■ ACTION ITEM ■
Reproduce, exactly and in full, only the lines below from the one containing "position:absolute; left:404px; top:330px;" through the one containing "border:8px solid #d22;".

(Collected data entries)

*****

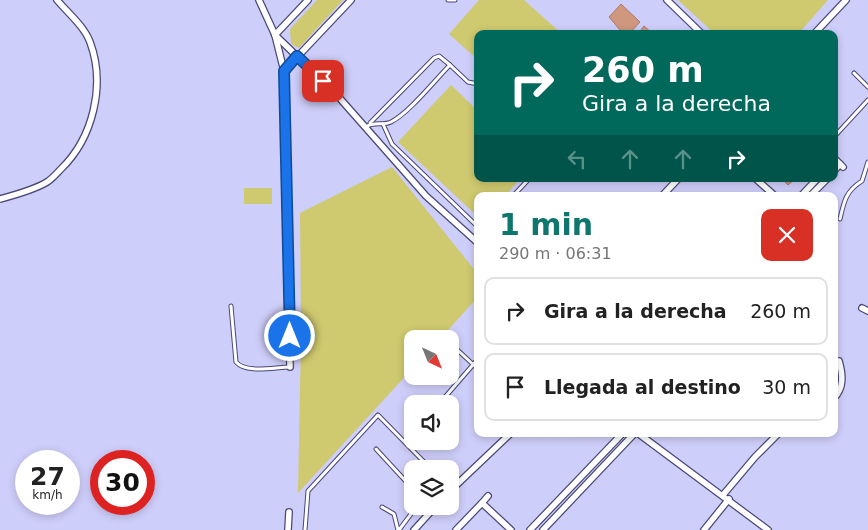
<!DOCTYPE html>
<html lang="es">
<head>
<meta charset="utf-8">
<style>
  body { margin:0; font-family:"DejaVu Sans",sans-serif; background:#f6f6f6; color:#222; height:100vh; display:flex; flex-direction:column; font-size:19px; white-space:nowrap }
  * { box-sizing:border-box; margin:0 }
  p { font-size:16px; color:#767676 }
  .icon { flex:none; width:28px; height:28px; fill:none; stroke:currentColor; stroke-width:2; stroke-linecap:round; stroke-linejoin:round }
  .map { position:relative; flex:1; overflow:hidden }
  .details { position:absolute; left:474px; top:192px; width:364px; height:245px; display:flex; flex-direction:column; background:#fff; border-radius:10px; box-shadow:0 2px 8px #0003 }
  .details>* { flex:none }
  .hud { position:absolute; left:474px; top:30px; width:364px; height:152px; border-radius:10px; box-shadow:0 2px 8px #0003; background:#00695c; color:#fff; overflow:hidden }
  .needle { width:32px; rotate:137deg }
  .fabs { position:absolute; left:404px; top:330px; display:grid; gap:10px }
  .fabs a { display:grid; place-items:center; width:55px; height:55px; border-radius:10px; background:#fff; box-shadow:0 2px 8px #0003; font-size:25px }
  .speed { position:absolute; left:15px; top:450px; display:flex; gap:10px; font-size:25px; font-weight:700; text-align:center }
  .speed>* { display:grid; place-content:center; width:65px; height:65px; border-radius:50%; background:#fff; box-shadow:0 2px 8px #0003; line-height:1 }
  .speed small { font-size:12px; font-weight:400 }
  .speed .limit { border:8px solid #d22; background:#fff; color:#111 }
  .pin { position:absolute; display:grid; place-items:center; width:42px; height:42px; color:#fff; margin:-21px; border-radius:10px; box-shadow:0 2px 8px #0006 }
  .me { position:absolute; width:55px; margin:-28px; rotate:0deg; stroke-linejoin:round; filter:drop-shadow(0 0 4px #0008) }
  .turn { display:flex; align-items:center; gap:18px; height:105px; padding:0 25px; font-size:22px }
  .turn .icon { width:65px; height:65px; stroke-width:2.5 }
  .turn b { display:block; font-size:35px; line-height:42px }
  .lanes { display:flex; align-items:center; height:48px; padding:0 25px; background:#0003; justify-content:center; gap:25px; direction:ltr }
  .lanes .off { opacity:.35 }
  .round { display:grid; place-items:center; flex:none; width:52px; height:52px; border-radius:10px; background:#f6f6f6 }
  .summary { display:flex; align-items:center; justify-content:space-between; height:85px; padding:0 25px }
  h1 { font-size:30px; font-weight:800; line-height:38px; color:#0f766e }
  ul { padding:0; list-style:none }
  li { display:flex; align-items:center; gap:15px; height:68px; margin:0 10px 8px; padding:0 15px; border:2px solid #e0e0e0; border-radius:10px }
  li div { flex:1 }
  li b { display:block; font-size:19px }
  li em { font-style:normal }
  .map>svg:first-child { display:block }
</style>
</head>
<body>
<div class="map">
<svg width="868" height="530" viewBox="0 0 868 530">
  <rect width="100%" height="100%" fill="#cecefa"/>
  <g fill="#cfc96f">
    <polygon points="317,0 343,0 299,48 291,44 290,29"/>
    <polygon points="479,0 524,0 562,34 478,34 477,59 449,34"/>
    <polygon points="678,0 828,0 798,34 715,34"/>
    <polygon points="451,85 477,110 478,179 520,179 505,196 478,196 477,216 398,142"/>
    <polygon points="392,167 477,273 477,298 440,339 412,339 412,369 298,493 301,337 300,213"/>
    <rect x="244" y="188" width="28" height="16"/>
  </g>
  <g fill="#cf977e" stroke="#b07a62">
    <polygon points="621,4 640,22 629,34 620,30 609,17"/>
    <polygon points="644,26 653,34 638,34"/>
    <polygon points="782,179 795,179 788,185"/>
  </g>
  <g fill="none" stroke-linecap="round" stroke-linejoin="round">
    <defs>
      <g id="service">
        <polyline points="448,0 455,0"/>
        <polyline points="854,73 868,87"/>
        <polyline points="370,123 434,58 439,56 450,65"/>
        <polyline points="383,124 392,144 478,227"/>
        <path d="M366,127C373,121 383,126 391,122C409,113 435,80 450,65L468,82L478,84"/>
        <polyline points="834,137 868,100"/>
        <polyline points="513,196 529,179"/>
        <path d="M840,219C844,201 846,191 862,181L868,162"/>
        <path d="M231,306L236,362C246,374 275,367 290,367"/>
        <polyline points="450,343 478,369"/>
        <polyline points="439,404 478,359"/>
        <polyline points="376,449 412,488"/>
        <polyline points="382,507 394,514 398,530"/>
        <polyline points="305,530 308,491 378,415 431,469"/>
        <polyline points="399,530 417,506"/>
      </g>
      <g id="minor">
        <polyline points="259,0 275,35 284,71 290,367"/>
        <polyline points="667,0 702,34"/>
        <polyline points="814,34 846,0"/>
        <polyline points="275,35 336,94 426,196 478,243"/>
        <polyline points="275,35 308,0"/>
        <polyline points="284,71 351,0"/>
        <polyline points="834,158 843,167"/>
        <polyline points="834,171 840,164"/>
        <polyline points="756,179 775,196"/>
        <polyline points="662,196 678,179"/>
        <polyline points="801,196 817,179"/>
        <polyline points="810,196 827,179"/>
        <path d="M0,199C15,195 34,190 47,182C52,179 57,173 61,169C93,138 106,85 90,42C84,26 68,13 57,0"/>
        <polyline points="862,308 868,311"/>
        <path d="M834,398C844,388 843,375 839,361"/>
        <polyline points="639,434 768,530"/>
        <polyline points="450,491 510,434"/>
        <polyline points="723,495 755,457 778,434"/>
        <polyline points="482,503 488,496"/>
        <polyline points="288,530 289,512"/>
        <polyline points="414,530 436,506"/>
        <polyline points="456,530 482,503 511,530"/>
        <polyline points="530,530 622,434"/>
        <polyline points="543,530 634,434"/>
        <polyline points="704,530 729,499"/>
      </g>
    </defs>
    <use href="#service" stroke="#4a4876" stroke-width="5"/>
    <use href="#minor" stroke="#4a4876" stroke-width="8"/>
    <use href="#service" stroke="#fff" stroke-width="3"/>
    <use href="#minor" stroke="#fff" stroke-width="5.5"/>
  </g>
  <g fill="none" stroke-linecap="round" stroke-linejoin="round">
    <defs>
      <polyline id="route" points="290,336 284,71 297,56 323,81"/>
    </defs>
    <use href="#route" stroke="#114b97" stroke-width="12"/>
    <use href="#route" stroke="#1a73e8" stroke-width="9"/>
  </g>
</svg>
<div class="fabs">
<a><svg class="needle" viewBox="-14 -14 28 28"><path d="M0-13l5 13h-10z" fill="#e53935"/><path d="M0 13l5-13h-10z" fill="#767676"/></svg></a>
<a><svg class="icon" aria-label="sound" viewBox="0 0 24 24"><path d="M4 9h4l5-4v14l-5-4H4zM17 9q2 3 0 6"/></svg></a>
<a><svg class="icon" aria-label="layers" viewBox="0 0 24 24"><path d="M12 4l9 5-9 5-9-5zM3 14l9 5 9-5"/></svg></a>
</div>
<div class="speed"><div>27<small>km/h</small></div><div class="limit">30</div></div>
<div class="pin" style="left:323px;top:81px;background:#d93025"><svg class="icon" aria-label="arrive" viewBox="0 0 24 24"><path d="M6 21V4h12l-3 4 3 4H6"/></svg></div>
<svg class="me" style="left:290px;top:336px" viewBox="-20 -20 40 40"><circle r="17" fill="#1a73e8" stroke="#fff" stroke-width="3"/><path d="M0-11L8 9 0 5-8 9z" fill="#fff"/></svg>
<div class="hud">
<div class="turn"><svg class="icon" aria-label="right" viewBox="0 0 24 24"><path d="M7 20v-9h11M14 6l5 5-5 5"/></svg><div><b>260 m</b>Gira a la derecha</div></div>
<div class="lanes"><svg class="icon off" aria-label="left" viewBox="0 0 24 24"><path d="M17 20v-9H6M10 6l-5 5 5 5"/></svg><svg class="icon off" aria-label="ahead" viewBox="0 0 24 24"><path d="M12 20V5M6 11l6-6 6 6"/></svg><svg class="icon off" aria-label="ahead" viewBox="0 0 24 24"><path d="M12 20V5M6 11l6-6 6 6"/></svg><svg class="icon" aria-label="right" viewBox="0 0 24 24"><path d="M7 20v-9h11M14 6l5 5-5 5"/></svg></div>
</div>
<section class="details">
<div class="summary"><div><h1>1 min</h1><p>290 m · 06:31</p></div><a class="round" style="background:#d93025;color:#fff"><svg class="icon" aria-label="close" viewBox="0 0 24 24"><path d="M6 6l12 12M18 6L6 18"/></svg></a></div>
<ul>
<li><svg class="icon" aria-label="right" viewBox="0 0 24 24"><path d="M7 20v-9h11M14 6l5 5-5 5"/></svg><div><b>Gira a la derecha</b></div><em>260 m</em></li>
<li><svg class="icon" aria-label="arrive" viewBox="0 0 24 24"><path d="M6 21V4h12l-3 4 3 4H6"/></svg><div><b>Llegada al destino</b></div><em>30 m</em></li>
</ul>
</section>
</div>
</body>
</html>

*****

■ WRITTEN RESPONSE ■
  .fabs { position:absolute; left:404px; top:330px; display:grid; gap:10px }
  .fabs a { display:grid; place-items:center; width:55px; height:55px; border-radius:10px; background:#fff; box-shadow:0 2px 8px #0003; font-size:25px }
  .speed { position:absolute; left:15px; top:450px; display:flex; gap:10px; font-size:25px; font-weight:700; text-align:center }
  .speed>* { display:grid; place-content:center; width:65px; height:65px; border-radius:50%; background:#fff; box-shadow:0 2px 8px #0003; line-height:1 }
  .speed small { font-size:12px; font-weight:400 }
  .speed .limit { border:8px solid #d22; background:#fff; color:#111 }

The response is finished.